According to Spalart it is safer to use the following values for the last two constants:

$\begin{matrix} C_{t3} &=& 1.2 \\ C_{t4} &=& 0.5 \end{matrix}$

[Dacles-Mariani et. al. 1995] proposed a modification of the model which also accounts for the effect of mean strain rate on turbulence production. This modification instead prescribes:

$S \equiv |\Omega_{ij}| + C_{\rm prod} \; \min \left(0, |S_{ij}| - |\Omega_{ij}| \right)$

where

$C_{\rm prod} = 2.0$
$|\Omega_{ij}| \equiv \sqrt{2 \Omega_{ij} \Omega_{ij}}$
$|S_{ij}| \equiv \sqrt{2 S_{ij} S_{ij}}$
$\Omega_{ij} \equiv \frac{1}{2}\left(\frac{\partial u_j}{\partial x_i} - \frac{\partial u_i}{\partial x_j} \right)$
$S_{ij} \equiv \frac{1}{2}\left(\frac{\partial u_j}{\partial x_i} + \frac{\partial u_i}{\partial x_j} \right)$

Other models related to the S-A model:

DES (1999) [1]

DDES (2006)

## Model for compressible flows

There are two approaches to adapting the model for compressible flows. In the first approach the turbulent dynamic viscosity is computed from

$\mu_t = \rho \tilde{\nu} f_{v1}$

where $\rho$ is the local density. The convective terms in the equation for $\tilde{\nu}$ are modified to

$\frac{\partial \tilde{\nu}}{\partial t} + \frac{\partial}{\partial x_j} (\tilde{\nu} u_j)= \mbox{RHS}$

where the right hand side (RHS) is the same as in the original model.

## Boundary conditions

Boundary conditions are set by defining values of $\tilde{\nu}$. This may be refered to as the Spalart-Allmaras variable.

Walls: $\tilde{\nu}=0$

Freestream: Ideally $\tilde{\nu}=0$, but some solvers can have problem with that so $\tilde{\nu}<=\frac{\nu}{2}$ can be used. This is if the trip term is used to "start up" the model. A convenient option is to set $\tilde{\nu}=5{\nu}$ in the freestream. The model then provides fully turbulent results and any regions like boundary layers that contain shear become fully turbulent.

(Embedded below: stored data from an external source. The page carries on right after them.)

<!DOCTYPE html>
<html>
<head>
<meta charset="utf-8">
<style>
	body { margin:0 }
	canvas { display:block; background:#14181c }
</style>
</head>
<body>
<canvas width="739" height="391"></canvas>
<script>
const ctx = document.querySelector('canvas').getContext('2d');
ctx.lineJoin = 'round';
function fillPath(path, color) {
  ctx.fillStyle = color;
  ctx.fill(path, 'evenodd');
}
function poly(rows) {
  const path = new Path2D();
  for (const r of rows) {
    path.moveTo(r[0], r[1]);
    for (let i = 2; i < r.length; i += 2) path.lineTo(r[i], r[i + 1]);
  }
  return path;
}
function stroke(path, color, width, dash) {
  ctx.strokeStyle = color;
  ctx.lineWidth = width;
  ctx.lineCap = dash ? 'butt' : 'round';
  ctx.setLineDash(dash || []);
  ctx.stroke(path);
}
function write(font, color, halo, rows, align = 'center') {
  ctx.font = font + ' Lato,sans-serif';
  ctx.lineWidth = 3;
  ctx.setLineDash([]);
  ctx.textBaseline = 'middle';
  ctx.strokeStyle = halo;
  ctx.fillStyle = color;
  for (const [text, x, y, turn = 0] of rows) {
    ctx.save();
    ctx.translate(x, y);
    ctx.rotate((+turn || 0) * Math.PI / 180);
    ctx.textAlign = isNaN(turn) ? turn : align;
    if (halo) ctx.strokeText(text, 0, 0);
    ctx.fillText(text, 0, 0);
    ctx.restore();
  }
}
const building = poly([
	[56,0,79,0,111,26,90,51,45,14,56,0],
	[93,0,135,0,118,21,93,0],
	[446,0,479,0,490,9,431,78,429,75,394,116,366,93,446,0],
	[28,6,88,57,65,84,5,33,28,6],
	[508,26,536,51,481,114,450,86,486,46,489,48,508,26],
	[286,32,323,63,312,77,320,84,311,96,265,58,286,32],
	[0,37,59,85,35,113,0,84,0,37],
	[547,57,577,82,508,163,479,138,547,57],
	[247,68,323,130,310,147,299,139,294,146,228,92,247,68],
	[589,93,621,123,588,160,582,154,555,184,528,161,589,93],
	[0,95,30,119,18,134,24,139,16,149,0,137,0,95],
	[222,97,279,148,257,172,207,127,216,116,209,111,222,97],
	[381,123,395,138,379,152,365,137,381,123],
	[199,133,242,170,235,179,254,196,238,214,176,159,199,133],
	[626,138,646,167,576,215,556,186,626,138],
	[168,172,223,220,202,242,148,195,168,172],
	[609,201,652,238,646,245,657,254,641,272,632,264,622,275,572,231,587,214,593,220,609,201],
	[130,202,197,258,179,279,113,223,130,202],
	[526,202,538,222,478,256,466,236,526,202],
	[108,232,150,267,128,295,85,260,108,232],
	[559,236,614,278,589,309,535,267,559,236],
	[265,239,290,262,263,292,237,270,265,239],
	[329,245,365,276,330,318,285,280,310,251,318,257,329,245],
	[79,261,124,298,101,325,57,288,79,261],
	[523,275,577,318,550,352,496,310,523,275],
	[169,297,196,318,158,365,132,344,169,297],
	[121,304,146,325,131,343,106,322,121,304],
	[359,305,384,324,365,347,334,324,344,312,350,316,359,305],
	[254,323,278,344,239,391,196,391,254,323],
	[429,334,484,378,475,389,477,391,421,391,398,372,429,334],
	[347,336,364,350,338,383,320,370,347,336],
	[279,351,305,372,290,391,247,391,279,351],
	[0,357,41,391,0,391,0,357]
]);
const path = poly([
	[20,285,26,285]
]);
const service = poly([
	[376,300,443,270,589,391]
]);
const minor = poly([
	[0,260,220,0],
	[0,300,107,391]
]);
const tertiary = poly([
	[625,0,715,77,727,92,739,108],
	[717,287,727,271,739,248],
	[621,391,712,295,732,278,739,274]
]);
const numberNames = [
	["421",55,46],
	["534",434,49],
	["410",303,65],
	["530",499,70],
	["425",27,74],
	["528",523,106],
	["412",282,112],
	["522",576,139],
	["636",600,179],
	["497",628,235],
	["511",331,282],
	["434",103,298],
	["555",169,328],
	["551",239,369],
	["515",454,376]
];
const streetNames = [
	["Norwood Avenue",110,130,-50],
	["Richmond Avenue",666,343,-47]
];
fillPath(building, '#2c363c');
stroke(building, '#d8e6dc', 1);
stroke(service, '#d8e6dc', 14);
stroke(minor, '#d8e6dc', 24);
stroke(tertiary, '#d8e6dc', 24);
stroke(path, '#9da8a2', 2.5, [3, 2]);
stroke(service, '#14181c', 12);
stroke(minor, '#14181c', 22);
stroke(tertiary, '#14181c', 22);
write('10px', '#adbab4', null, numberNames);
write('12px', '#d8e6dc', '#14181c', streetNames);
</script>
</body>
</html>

Outlet: convective outlet.

To calculate boundary conditions for this model from turbulence intensity and length-scale see turbulence free-stream boundary conditions.

## References

• Dacles-Mariani, J., Zilliac, G. G., Chow, J. S. and Bradshaw, P. (1995), "Numerical/Experimental Study of a Wingtip Vortex in the Near Field", AIAA Journal, 33(9), pp. 1561-1568, 1995.
• Spalart, P. R. and Allmaras, S. R. (1992), "A One-Equation Turbulence Model for Aerodynamic Flows", AIAA Paper 92-0439.
• Spalart, P. R. and Allmaras, S. R. (1994), "A One-Equation Turbulence Model for Aerodynamic Flows", La Recherche Aerospatiale n 1, 5-21.